И сразу все свернулось, прекратилось — так пьеса добегает до финала, сверстав нужный итог и исчерпав запас эффектов. Не гремело и не сверкало в небе. Уполз во флигель милиционер. Устало подобрала мокрую тряпку ночнушки Ванда и, тяжело ступая босыми ногами, блестя мокрыми телесами, пошла к себе в дом. А Егор бежал к придавленному истопнику.

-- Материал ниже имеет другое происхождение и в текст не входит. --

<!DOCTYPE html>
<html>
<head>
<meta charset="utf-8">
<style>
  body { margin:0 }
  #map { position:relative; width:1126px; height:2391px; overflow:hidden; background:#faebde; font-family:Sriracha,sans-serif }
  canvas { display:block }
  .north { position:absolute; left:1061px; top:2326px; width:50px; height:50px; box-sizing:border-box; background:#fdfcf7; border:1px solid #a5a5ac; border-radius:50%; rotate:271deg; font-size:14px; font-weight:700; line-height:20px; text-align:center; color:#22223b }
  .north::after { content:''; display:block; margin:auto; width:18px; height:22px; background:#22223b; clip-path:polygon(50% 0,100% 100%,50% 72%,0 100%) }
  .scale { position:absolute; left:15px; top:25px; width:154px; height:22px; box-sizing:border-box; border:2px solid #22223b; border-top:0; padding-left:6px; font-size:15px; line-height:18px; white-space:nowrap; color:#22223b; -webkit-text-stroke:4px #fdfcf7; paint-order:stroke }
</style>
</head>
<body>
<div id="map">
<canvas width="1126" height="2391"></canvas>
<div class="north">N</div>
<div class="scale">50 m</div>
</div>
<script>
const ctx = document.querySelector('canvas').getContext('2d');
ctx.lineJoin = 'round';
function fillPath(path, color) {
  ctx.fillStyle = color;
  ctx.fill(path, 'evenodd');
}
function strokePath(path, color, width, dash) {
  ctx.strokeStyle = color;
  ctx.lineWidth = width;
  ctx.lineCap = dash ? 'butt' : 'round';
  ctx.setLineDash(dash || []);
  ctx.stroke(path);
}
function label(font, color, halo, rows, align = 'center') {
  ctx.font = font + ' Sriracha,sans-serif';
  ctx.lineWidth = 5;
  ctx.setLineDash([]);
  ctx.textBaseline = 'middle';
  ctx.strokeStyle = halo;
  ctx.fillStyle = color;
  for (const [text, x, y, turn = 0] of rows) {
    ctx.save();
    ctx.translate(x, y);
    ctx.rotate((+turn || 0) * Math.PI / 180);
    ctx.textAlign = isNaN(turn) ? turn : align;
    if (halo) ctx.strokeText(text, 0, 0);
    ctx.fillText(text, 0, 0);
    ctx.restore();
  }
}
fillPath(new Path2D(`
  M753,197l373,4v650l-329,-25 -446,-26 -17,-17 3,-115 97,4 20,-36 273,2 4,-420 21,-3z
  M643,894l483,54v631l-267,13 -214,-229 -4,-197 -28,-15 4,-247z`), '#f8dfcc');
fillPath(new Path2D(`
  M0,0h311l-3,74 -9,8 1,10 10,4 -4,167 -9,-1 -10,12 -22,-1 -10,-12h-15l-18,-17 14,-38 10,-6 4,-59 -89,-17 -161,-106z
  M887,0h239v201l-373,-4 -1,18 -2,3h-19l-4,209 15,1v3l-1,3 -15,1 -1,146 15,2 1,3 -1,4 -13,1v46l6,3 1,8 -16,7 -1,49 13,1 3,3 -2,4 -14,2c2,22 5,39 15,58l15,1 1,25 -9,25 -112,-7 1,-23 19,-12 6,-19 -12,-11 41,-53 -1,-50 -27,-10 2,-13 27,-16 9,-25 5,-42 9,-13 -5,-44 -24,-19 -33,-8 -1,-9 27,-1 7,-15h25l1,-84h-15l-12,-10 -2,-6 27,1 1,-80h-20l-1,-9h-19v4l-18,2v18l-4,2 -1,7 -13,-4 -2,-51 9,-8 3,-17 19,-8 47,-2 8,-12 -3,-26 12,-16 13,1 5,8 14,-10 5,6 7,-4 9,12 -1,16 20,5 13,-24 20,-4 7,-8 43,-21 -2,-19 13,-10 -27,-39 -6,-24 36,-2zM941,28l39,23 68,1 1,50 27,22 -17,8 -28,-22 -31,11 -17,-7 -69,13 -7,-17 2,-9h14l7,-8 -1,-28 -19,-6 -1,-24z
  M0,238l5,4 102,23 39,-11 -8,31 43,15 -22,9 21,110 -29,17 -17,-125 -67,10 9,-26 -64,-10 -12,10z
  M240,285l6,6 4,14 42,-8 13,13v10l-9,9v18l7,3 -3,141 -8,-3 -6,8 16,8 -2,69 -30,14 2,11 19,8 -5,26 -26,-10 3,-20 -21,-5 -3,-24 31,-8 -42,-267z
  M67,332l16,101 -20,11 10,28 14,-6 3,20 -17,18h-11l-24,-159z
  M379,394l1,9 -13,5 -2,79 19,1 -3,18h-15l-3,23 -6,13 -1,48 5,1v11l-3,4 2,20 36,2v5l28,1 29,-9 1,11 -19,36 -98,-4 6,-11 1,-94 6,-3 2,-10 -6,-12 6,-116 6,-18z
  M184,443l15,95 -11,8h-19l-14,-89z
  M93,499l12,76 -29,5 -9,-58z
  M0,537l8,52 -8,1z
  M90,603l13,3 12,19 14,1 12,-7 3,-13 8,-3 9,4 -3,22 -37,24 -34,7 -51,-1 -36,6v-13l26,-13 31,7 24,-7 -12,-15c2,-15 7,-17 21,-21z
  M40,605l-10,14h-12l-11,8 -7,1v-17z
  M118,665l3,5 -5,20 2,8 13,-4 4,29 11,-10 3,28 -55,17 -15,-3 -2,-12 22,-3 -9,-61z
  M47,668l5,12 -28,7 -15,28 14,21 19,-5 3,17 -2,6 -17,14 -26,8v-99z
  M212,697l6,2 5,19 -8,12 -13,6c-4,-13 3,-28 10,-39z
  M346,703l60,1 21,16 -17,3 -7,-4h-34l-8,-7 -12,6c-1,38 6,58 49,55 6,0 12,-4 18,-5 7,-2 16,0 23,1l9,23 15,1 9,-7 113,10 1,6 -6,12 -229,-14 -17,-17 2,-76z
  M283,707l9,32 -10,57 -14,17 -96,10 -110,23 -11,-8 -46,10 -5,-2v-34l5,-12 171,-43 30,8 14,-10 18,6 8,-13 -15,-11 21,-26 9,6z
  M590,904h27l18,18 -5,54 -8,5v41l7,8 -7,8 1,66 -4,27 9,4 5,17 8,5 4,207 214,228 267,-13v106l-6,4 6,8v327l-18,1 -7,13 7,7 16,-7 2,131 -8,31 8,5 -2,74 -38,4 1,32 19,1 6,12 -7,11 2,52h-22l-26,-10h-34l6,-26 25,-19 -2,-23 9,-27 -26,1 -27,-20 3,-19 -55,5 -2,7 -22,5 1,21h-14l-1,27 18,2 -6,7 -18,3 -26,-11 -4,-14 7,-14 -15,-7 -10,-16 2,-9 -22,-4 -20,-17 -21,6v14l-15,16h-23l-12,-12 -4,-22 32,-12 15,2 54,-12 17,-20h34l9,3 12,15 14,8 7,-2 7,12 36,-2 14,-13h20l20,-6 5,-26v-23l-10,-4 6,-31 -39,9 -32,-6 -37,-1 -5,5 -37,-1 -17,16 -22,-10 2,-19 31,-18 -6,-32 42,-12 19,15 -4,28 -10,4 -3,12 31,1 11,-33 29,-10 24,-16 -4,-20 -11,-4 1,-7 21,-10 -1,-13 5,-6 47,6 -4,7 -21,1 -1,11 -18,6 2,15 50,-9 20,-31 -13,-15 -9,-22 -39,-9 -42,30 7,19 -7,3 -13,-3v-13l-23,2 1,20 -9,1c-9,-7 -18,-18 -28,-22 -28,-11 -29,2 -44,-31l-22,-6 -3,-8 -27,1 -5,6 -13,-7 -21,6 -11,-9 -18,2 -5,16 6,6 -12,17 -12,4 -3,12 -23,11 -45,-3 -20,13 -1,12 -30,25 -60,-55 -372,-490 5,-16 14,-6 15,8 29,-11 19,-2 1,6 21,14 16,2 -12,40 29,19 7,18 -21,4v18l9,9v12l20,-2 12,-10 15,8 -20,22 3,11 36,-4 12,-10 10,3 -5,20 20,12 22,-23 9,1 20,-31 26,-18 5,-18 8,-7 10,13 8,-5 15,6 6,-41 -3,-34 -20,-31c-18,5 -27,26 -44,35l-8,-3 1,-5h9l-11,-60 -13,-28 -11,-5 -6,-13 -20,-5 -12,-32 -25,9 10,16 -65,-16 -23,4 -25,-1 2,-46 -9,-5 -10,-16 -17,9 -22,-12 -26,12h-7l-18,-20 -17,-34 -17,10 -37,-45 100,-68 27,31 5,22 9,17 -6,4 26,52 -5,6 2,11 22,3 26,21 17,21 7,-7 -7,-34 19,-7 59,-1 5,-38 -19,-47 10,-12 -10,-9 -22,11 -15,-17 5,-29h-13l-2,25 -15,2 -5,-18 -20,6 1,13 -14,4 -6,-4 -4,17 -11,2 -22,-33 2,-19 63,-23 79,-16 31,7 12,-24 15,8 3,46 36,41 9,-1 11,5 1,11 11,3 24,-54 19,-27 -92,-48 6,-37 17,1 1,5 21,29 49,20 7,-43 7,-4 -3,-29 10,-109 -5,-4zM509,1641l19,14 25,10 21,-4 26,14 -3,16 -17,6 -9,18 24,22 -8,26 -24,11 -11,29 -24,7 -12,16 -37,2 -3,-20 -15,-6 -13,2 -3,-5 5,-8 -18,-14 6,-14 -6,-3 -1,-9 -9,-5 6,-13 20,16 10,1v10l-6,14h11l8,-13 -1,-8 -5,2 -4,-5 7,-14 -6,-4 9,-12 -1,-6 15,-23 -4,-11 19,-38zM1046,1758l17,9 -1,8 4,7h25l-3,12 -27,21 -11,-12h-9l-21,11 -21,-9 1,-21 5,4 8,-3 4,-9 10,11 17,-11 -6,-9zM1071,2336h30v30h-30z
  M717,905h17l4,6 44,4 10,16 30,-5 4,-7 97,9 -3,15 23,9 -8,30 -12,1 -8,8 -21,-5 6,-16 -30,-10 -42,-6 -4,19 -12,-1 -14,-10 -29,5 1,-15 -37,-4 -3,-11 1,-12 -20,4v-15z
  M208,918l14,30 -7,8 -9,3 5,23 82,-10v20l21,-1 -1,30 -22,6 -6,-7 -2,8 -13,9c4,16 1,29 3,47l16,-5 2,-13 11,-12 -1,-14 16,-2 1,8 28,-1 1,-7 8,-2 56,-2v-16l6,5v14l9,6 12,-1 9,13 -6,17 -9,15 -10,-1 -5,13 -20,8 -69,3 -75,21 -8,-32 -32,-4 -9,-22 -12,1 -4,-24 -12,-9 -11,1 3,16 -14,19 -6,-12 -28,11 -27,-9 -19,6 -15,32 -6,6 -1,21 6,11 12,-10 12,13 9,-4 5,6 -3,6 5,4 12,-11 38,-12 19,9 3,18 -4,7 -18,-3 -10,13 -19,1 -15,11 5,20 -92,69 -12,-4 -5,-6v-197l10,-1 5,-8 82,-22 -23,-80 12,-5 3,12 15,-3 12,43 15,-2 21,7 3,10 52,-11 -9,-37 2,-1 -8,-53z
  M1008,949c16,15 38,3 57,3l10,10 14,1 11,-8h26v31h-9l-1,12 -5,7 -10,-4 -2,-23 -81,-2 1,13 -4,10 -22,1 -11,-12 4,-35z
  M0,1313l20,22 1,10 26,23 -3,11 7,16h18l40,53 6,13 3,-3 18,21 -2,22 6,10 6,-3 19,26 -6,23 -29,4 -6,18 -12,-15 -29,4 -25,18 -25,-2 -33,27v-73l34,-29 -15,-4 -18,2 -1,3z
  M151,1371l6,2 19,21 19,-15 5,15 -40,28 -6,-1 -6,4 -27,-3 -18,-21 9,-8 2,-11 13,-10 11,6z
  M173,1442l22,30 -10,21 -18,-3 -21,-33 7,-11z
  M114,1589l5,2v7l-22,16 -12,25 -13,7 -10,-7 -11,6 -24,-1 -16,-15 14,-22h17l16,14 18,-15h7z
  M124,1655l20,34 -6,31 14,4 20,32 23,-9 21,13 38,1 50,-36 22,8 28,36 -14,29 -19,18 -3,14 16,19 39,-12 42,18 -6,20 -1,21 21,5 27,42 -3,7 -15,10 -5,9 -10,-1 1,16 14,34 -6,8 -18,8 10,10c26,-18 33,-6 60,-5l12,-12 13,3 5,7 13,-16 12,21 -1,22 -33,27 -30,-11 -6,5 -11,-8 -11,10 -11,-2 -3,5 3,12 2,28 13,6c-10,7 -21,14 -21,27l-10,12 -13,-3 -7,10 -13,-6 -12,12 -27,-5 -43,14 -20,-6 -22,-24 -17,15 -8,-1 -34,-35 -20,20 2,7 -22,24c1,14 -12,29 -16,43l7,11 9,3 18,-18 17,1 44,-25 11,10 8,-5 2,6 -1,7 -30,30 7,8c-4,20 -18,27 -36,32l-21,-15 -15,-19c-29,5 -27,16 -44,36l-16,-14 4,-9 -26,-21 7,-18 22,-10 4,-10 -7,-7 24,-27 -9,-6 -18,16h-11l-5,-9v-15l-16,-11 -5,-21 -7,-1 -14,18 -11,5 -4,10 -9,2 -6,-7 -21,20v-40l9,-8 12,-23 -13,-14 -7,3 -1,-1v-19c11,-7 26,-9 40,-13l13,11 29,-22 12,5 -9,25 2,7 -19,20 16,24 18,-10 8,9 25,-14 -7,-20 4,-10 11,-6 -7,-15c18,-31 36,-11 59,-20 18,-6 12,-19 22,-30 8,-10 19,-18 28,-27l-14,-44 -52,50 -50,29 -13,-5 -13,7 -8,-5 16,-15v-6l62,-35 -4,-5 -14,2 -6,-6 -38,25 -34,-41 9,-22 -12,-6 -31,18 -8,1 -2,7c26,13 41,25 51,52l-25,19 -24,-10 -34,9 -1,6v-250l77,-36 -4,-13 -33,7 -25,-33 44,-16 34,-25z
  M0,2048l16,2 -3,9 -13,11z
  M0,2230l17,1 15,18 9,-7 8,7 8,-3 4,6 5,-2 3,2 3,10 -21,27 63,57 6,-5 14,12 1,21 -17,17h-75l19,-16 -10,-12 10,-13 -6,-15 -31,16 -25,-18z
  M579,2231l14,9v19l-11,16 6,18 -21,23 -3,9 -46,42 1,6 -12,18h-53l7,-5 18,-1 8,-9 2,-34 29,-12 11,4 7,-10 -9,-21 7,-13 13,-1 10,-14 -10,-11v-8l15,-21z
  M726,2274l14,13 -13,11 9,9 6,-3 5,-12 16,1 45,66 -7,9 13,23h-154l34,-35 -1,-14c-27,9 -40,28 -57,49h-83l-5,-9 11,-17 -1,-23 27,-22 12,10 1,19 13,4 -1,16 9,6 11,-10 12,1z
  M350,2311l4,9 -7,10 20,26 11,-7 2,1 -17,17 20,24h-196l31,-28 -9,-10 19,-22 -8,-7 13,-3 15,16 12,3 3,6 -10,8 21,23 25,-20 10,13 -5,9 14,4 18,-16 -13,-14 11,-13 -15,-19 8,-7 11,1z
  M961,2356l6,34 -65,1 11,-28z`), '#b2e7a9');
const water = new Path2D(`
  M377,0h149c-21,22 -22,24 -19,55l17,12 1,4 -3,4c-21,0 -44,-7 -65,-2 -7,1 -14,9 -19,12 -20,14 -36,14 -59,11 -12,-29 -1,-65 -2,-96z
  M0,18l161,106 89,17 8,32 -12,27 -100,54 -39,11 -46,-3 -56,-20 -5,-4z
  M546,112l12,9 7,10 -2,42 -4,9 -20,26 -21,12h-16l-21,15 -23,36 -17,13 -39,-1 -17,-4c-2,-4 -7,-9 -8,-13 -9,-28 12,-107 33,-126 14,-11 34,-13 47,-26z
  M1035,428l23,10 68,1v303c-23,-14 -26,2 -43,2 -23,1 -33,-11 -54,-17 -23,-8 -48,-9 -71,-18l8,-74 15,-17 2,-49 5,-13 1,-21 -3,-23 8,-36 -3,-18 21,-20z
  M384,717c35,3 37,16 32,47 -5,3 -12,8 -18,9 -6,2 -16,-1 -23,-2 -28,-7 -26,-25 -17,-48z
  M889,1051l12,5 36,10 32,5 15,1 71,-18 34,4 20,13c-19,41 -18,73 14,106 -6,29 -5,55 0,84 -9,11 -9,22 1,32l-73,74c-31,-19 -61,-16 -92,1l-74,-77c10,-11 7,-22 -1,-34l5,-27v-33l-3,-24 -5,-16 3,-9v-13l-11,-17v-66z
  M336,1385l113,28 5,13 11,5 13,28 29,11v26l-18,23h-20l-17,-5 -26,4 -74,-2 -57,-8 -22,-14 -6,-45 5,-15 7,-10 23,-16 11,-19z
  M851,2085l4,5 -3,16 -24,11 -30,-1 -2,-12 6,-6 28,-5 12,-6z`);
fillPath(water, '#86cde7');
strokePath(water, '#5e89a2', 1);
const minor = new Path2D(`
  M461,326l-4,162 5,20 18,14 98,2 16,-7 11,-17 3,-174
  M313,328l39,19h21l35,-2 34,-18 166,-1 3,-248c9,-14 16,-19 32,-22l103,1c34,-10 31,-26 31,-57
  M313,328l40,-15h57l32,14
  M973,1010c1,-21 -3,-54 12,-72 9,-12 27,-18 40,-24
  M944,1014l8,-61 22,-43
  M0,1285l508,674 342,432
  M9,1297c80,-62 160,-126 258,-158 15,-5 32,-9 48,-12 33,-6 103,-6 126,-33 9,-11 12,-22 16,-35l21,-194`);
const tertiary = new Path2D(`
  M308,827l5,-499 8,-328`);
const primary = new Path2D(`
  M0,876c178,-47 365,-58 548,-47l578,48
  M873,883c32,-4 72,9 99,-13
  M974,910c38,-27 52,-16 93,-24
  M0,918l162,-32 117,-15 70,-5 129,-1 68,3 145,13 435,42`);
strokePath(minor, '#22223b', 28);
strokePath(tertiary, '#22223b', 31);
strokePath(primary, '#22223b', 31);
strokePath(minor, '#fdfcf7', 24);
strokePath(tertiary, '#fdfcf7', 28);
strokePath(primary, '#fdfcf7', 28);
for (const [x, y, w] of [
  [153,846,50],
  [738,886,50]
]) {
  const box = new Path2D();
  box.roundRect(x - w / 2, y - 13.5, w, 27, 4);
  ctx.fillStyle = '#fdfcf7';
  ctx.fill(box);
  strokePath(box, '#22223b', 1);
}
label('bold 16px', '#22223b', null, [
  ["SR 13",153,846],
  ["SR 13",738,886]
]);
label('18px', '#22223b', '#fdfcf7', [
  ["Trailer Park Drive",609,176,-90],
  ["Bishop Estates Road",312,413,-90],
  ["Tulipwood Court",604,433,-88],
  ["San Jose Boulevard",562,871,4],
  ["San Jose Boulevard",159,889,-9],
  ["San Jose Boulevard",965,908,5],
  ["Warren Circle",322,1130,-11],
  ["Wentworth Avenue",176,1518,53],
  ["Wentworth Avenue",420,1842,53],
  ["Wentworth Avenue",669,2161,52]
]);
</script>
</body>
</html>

Как молот, тяжелым, беспощадным весом ствол ударил старика по плечам (голову судорожным движением несчастный успел убрать), перебив разом позвоночник, ребра грудной клетки, суставы плеч. Ударив в первый раз, дерево спружинило о землю, подскочило и упало рядом, прижав одну ногу истопнику. Теперь он лежал вверх лицом, и дождь обмывал вскрытое, безжалостно исковерканное тело, смывая с раздробленных, торчащих диким хаосом желтых костей кровь и грязь и прилипшие листья. Старик был жив, даже не потерял сознания. Он хрипел, а когда Егор подбежал, старик попытался что-то сказать, пошевелить пальцами беспомощных вывернутых рук. В горле сразу забулькала кровь, выплеснулась слегка изо рта.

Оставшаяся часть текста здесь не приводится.